DESCRIPTION OF THE TASK.
Starting with the first line of the data below, copy each line up to and including the one containing "width:19px; height:19px; translate:-50%". Pictures stay out.

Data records
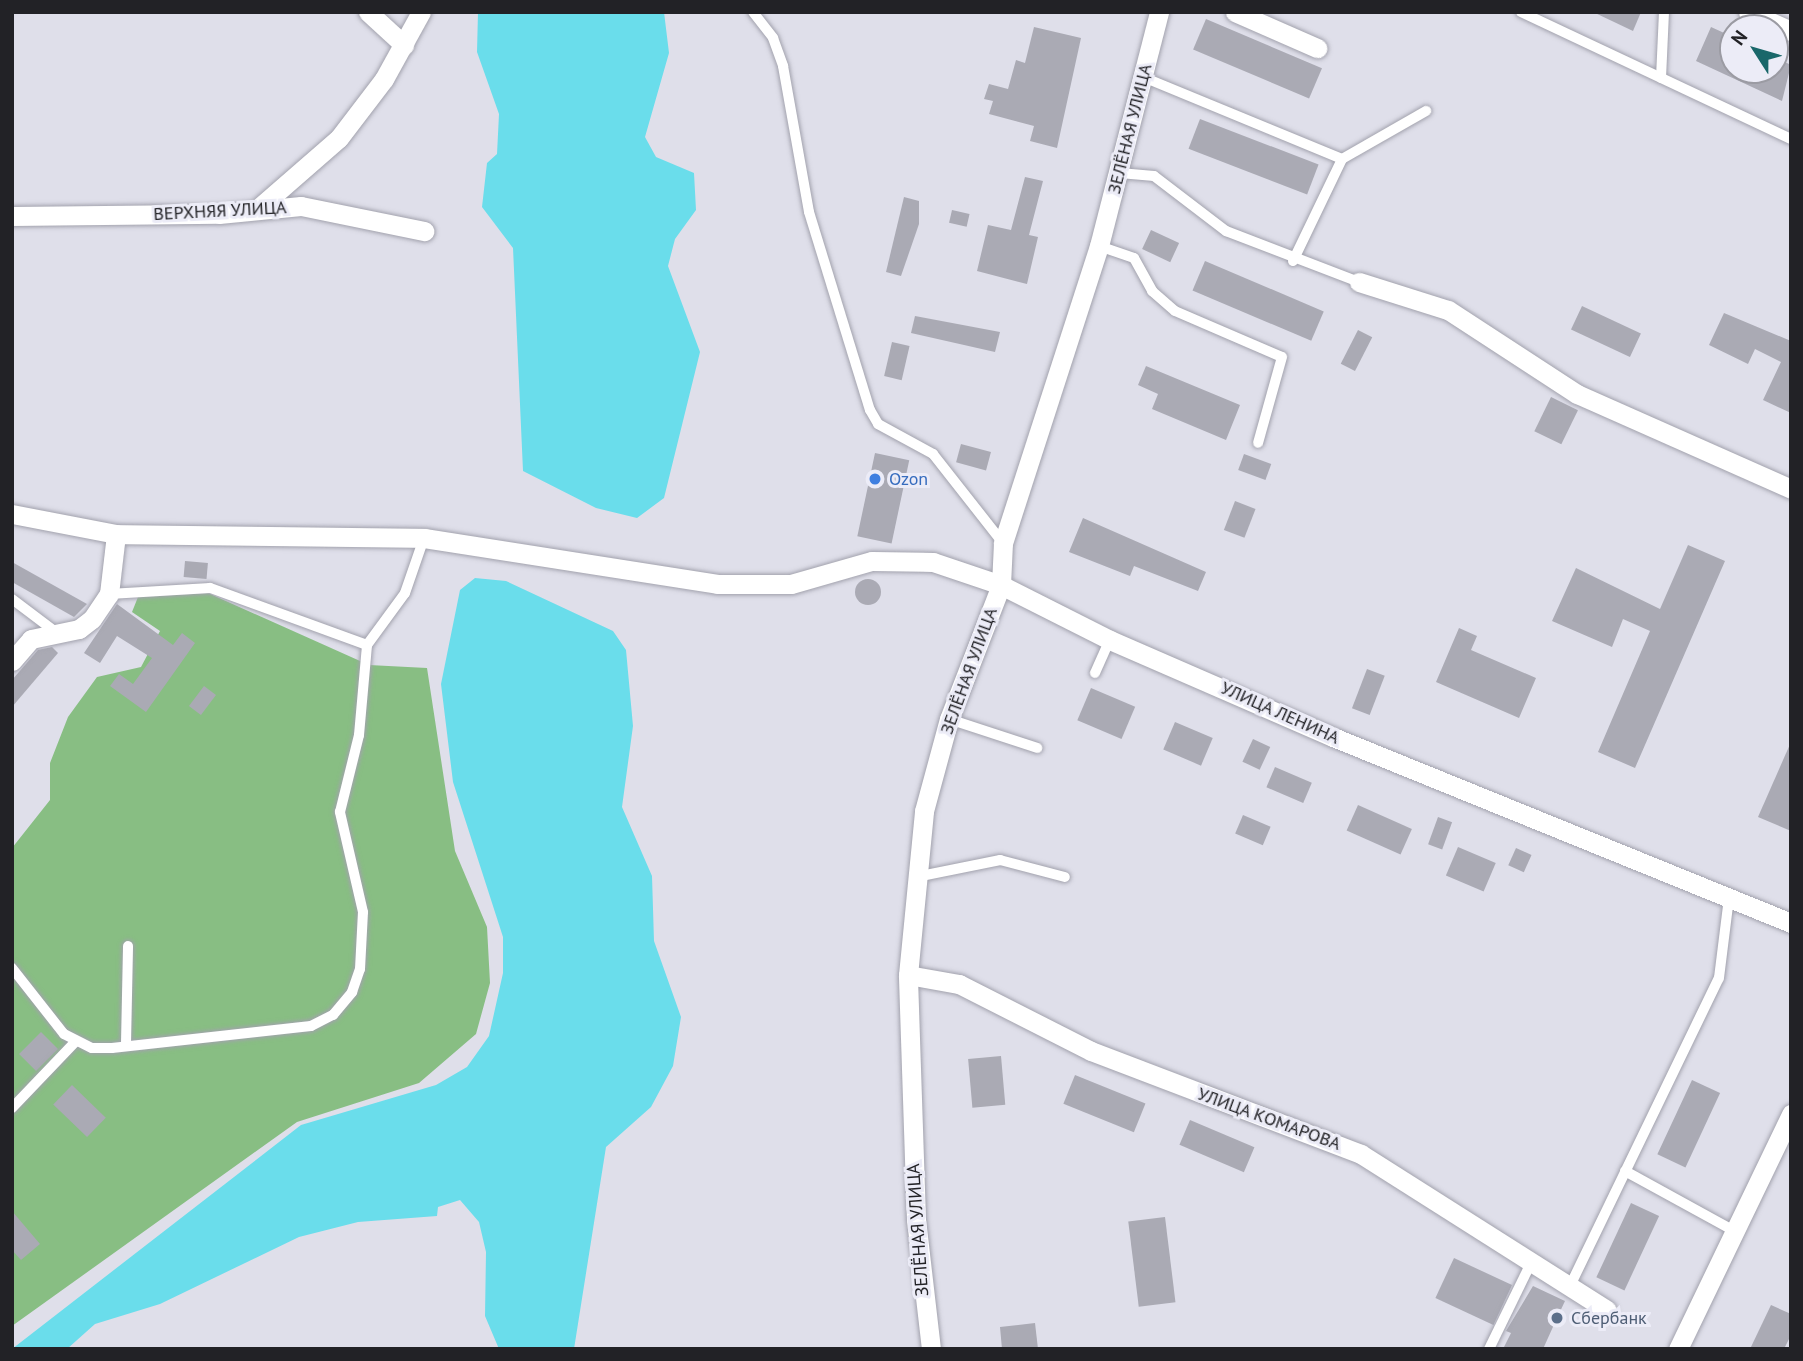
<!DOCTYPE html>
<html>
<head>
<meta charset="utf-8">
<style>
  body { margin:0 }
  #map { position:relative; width:1803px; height:1361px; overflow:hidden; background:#dfdfea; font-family:"PT Sans",sans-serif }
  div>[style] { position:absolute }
  .green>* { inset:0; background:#88be83 }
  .water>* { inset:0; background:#6addeb }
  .building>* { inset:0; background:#aaaab4; transform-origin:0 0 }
  .round { border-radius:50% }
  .roads { filter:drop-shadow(0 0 2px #a2a2ad) drop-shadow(0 0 2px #a2a2ad) }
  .service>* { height:10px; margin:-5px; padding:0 5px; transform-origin:5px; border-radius:5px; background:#fff }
  .minor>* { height:19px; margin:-9.5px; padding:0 9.5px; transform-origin:9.5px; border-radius:9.5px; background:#fff }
  .dots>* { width:19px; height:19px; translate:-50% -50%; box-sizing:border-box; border:4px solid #ececf7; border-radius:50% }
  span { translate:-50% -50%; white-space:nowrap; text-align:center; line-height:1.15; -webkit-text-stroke:6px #ececf7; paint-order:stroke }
  .street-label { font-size:18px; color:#222226 }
  .shop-label { font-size:18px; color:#366cbe }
  .left { translate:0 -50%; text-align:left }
  .service-label { font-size:18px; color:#4e5e75 }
  .frame { position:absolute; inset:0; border:14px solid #222226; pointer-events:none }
  .north { position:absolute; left:1719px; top:14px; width:70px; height:70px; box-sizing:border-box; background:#ececf7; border:2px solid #9b9ba3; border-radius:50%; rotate:307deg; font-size:19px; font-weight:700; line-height:28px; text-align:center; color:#222226 }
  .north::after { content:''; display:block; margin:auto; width:24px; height:32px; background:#19676a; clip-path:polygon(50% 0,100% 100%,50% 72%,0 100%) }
</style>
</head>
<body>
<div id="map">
  <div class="green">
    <i style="clip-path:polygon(208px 593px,369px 665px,427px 668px,455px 851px,487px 927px,490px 983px,476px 1034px,419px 1083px,297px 1122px,12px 1326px,12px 848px,50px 800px,50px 763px,68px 717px,97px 677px,141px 667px,160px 631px,132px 612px,138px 597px)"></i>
  </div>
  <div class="water">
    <i style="clip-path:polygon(478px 12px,664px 12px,669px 53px,645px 137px,656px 157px,694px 173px,696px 210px,675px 239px,668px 266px,700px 352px,664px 498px,637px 518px,596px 508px,523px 471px,513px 248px,482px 207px,487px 163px,497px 154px,499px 114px,477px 52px)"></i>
    <i style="clip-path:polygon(475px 578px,506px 581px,613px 631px,626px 650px,633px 726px,622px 807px,652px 876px,654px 941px,681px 1017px,673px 1066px,651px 1107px,606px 1147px,574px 1349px,499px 1349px,485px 1316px,486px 1252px,479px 1222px,460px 1200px,438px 1207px,437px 1216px,358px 1222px,299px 1237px,160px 1304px,95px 1324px,67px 1349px,12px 1349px,301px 1125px,436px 1085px,467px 1067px,489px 1036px,503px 973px,503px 937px,453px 782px,441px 684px,460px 590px)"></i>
  </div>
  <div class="building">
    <i style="clip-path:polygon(1593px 12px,1641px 12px,1633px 31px)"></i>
    <i style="left:1206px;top:19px;width:126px;height:33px;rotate:23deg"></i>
    <i style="clip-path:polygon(1034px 27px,1081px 38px,1057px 148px,1030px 141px,1034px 126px,989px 114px,993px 101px,984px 99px,989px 84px,1008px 89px,1016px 60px,1025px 63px)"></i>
    <i style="clip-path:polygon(1711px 27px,1733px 37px,1733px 70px,1775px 70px,1775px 57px,1791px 65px,1782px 101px,1696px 61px)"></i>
    <i style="left:1200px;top:119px;width:127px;height:32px;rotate:21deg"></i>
    <i style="clip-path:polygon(1025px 177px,1043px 181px,1029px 235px,1038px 237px,1027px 284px,977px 271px,988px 225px,1011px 230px)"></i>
    <i style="clip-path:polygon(904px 197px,919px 201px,919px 224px,901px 276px,886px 272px)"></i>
    <i style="left:952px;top:210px;width:18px;height:13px;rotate:13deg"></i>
    <i style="left:1151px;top:230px;width:31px;height:21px;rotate:25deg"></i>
    <i style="left:1205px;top:261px;width:129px;height:32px;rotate:23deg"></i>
    <i style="left:1582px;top:306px;width:65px;height:26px;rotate:25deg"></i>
    <i style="clip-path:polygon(1724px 313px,1791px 341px,1791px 413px,1763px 400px,1781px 362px,1755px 349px,1748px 364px,1709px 345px)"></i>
    <i style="clip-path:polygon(915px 316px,1000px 332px,995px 352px,911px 333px)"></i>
    <i style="left:1358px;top:330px;width:16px;height:38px;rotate:27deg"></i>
    <i style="left:892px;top:342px;width:18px;height:35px;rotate:13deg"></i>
    <i style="clip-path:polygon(1146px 366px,1240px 405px,1226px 440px,1152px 409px,1158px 394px,1138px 385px)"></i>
    <i style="left:1551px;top:397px;width:30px;height:38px;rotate:26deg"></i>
    <i style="left:961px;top:444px;width:31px;height:19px;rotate:15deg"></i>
    <i style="left:875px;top:453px;width:35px;height:85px;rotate:12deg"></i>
    <i style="left:1244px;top:454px;width:29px;height:17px;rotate:20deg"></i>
    <i style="left:1235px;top:501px;width:22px;height:31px;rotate:21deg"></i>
    <i style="clip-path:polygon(1083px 518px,1206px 572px,1198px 591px,1134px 566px,1130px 576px,1069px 552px)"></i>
    <i style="clip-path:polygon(1688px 545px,1725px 561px,1635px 768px,1598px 752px,1650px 631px,1623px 619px,1612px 647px,1552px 621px,1576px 568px,1660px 609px)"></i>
    <i style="left:185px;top:561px;width:23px;height:16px;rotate:5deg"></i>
    <i style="clip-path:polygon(12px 562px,87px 604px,74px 617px,12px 582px)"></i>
    <i class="round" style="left:855px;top:579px;width:26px;height:26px"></i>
    <i style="clip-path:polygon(117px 604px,173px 645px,182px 633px,195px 643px,146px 712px,110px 686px,119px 674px,133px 684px,152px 658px,117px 636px,100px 663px,84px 653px)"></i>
    <i style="clip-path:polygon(1459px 628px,1477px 636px,1471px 650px,1536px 678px,1519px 718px,1436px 682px)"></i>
    <i style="clip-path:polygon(52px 647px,58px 653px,12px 707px,12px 680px,38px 650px)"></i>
    <i style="left:1367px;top:669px;width:19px;height:42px;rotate:21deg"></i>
    <i style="left:204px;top:686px;width:15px;height:25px;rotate:37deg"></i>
    <i style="left:1091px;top:688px;width:48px;height:35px;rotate:23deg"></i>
    <i style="left:1175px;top:722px;width:41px;height:30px;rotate:23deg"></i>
    <i style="left:1253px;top:739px;width:19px;height:25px;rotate:25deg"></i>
    <i style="clip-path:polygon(1791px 742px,1791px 831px,1758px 817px)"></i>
    <i style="left:1275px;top:767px;width:40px;height:22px;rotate:23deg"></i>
    <i style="left:1358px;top:805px;width:59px;height:28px;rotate:24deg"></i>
    <i style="left:1243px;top:815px;width:30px;height:20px;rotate:23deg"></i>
    <i style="left:1438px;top:817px;width:15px;height:29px;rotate:20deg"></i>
    <i style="left:1458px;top:847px;width:41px;height:31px;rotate:23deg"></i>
    <i style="left:1516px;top:848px;width:17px;height:19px;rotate:24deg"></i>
    <i style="left:41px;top:1032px;width:24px;height:31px;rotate:45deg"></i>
    <i style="left:1001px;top:1056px;width:49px;height:33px;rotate:85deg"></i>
    <i style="left:1075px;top:1075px;width:76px;height:31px;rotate:22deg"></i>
    <i style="left:1692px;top:1080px;width:31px;height:82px;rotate:25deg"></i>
    <i style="left:72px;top:1085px;width:47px;height:27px;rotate:44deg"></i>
    <i style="left:1190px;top:1120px;width:70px;height:27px;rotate:23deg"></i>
    <i style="left:1631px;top:1203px;width:31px;height:82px;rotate:25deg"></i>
    <i style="clip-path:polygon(12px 1211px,40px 1244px,21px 1260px,12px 1250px)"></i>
    <i style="left:1165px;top:1217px;width:86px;height:37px;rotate:83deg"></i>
    <i style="left:1454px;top:1258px;width:64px;height:44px;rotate:25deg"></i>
    <i style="clip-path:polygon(1533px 1286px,1565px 1301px,1557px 1318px,1543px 1349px,1503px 1349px,1511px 1333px,1506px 1331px)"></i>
    <i style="clip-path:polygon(1771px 1305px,1791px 1314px,1791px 1335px,1784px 1349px,1750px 1349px)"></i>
    <i style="clip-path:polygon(1035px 1323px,1038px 1349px,1002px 1349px,1000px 1327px)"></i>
  </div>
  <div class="roads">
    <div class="service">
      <i style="left:753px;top:12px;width:33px;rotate:52deg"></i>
      <i style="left:773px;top:38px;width:30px;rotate:70deg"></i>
      <i style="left:783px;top:66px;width:148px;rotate:79.9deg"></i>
      <i style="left:809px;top:212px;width:207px;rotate:72.9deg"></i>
      <i style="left:870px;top:410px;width:16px;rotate:60deg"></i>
      <i style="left:878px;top:424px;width:63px;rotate:28.6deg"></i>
      <i style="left:933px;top:454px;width:113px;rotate:51.8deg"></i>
      <i style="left:1521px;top:12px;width:298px;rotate:25.2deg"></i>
      <i style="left:1143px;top:77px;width:215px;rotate:22.4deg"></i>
      <i style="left:1661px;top:78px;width:66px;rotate:-87.4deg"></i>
      <i style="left:1120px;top:173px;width:34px;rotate:5deg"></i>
      <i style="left:1154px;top:176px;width:91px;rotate:37.4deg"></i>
      <i style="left:1226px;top:231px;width:142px;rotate:21deg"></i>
      <i style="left:1099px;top:246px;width:37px;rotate:19deg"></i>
      <i style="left:1134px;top:258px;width:38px;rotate:61deg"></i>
      <i style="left:1152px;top:291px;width:30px;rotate:41deg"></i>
      <i style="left:1175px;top:311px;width:116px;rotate:23.3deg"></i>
      <i style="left:1282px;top:357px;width:89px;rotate:105.6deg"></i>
      <i style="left:1293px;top:261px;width:113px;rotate:-64.3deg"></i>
      <i style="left:1342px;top:159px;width:97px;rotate:-29.7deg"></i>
      <i style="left:12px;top:599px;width:56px;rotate:37.1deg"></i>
      <i style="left:367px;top:645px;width:64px;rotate:-53.8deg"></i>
      <i style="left:405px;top:593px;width:58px;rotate:-70.9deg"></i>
      <i style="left:1095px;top:673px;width:36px;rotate:-66deg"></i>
      <i style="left:949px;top:719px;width:93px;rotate:18.2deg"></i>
      <i style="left:916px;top:877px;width:86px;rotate:-11.4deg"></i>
      <i style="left:1000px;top:860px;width:67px;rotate:14.7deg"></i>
      <i style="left:12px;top:968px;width:84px;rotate:51.8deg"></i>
      <i style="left:64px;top:1034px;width:31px;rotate:27deg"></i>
      <i style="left:92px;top:1048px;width:20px"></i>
      <i style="left:112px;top:1048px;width:200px;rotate:-6.3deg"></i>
      <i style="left:311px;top:1026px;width:25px;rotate:-27deg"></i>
      <i style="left:333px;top:1015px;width:30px;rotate:-50deg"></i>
      <i style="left:352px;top:992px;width:24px;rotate:-71deg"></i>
      <i style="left:360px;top:969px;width:57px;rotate:-87deg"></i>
      <i style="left:363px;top:912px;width:103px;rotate:-103deg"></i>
      <i style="left:340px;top:812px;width:79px;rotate:-76.1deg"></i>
      <i style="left:359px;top:735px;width:90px;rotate:-84.9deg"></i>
      <i style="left:367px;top:645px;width:167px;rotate:-160deg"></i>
      <i style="left:210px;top:588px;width:101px;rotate:176.6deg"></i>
      <i style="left:126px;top:1043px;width:97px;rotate:-88.8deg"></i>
      <i style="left:12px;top:1108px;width:91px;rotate:-46.3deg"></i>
      <i style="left:1625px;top:1171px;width:124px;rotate:28.8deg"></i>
      <i style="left:1569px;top:1288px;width:344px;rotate:-64.2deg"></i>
      <i style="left:1719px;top:978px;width:81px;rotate:-82.9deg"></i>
      <i style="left:1489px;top:1349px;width:98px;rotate:-64deg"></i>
    </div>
    <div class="minor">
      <i style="left:368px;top:12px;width:49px;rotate:42.5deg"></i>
      <i style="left:1235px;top:12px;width:90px;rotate:23.7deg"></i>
      <i style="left:1748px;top:12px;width:47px;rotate:23.8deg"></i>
      <i style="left:261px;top:206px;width:103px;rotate:-41.1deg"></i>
      <i style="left:339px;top:138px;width:74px;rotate:-52.7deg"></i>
      <i style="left:384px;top:79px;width:77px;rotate:-61.1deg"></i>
      <i style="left:12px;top:216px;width:207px;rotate:-0.6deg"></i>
      <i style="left:219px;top:214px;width:82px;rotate:-5.6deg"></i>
      <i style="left:301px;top:206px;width:126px;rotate:11.5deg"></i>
      <i style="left:1359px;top:282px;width:93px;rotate:17.5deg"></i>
      <i style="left:1448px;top:310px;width:154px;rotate:33.1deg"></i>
      <i style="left:1577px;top:394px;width:234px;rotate:23.9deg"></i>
      <i style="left:12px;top:514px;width:106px;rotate:10.9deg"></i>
      <i style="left:116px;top:534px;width:308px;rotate:0.7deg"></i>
      <i style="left:424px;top:538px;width:297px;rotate:8.9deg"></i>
      <i style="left:717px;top:584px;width:74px"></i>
      <i style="left:791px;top:584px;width:84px;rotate:-15.9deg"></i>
      <i style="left:872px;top:561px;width:61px;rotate:0.9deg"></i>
      <i style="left:933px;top:562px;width:72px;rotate:18.7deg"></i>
      <i style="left:1001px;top:585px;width:122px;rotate:26.8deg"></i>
      <i style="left:1110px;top:640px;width:243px;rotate:23.5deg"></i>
      <i style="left:1333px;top:737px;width:494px;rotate:22.1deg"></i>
      <i style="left:12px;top:661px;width:29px;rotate:-49deg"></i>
      <i style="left:31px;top:639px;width:49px;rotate:-11.8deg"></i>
      <i style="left:79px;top:629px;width:16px;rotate:-38deg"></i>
      <i style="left:92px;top:619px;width:30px;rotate:-56deg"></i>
      <i style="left:109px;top:594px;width:60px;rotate:-83.3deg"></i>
      <i style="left:908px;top:975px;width:52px;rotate:10deg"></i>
      <i style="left:959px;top:984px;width:148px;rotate:26.9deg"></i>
      <i style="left:1091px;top:1051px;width:289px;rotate:20.9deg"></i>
      <i style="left:1361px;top:1154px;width:291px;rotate:32.4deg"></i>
      <i style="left:931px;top:1349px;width:131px;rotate:-96.6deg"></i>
      <i style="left:916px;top:1219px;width:244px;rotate:-91.9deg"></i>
      <i style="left:908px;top:975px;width:165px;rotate:-84.4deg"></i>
      <i style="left:924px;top:811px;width:95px;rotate:-74.8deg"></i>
      <i style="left:949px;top:719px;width:144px;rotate:-68.8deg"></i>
      <i style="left:1001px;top:585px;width:42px;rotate:-87.3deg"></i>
      <i style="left:1003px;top:543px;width:312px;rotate:-72.1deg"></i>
      <i style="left:1099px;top:246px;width:242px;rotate:-75.6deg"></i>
      <i style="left:1678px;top:1349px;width:261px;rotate:-64.3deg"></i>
    </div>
  </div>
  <div class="dots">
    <i style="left:875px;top:479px;background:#3f7fe0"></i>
    <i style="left:1557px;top:1318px;background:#5c6f8a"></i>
  </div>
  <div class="street-label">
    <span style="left:1130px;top:129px;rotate:-76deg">ЗЕЛЁНАЯ УЛИЦА</span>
    <span style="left:220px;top:211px;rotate:-3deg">ВЕРХНЯЯ УЛИЦА</span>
    <span style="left:969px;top:671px;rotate:-70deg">ЗЕЛЁНАЯ УЛИЦА</span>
    <span style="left:1280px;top:713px;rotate:24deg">УЛИЦА ЛЕНИНА</span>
    <span style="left:1269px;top:1119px;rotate:20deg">УЛИЦА КОМАРОВА</span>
    <span style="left:918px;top:1230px;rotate:-94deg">ЗЕЛЁНАЯ УЛИЦА</span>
  </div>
  <div class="shop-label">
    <span class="left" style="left:889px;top:479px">Ozon</span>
  </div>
  <div class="service-label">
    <span class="left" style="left:1571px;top:1318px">Сбербанк</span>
  </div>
  <div class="frame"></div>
  <div class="north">N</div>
</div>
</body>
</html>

RESPONSE.
<!DOCTYPE html>
<html>
<head>
<meta charset="utf-8">
<style>
  body { margin:0 }
  #map { position:relative; width:1803px; height:1361px; overflow:hidden; background:#dfdfea; font-family:"PT Sans",sans-serif }
  div>[style] { position:absolute }
  .green>* { inset:0; background:#88be83 }
  .water>* { inset:0; background:#6addeb }
  .building>* { inset:0; background:#aaaab4; transform-origin:0 0 }
  .round { border-radius:50% }
  .roads { filter:drop-shadow(0 0 2px #a2a2ad) drop-shadow(0 0 2px #a2a2ad) }
  .service>* { height:10px; margin:-5px; padding:0 5px; transform-origin:5px; border-radius:5px; background:#fff }
  .minor>* { height:19px; margin:-9.5px; padding:0 9.5px; transform-origin:9.5px; border-radius:9.5px; background:#fff }
  .dots>* { width:19px; height:19px; translate:-50% -50%; box-sizing:border-box; border:4px solid #ececf7; border-radius:50% }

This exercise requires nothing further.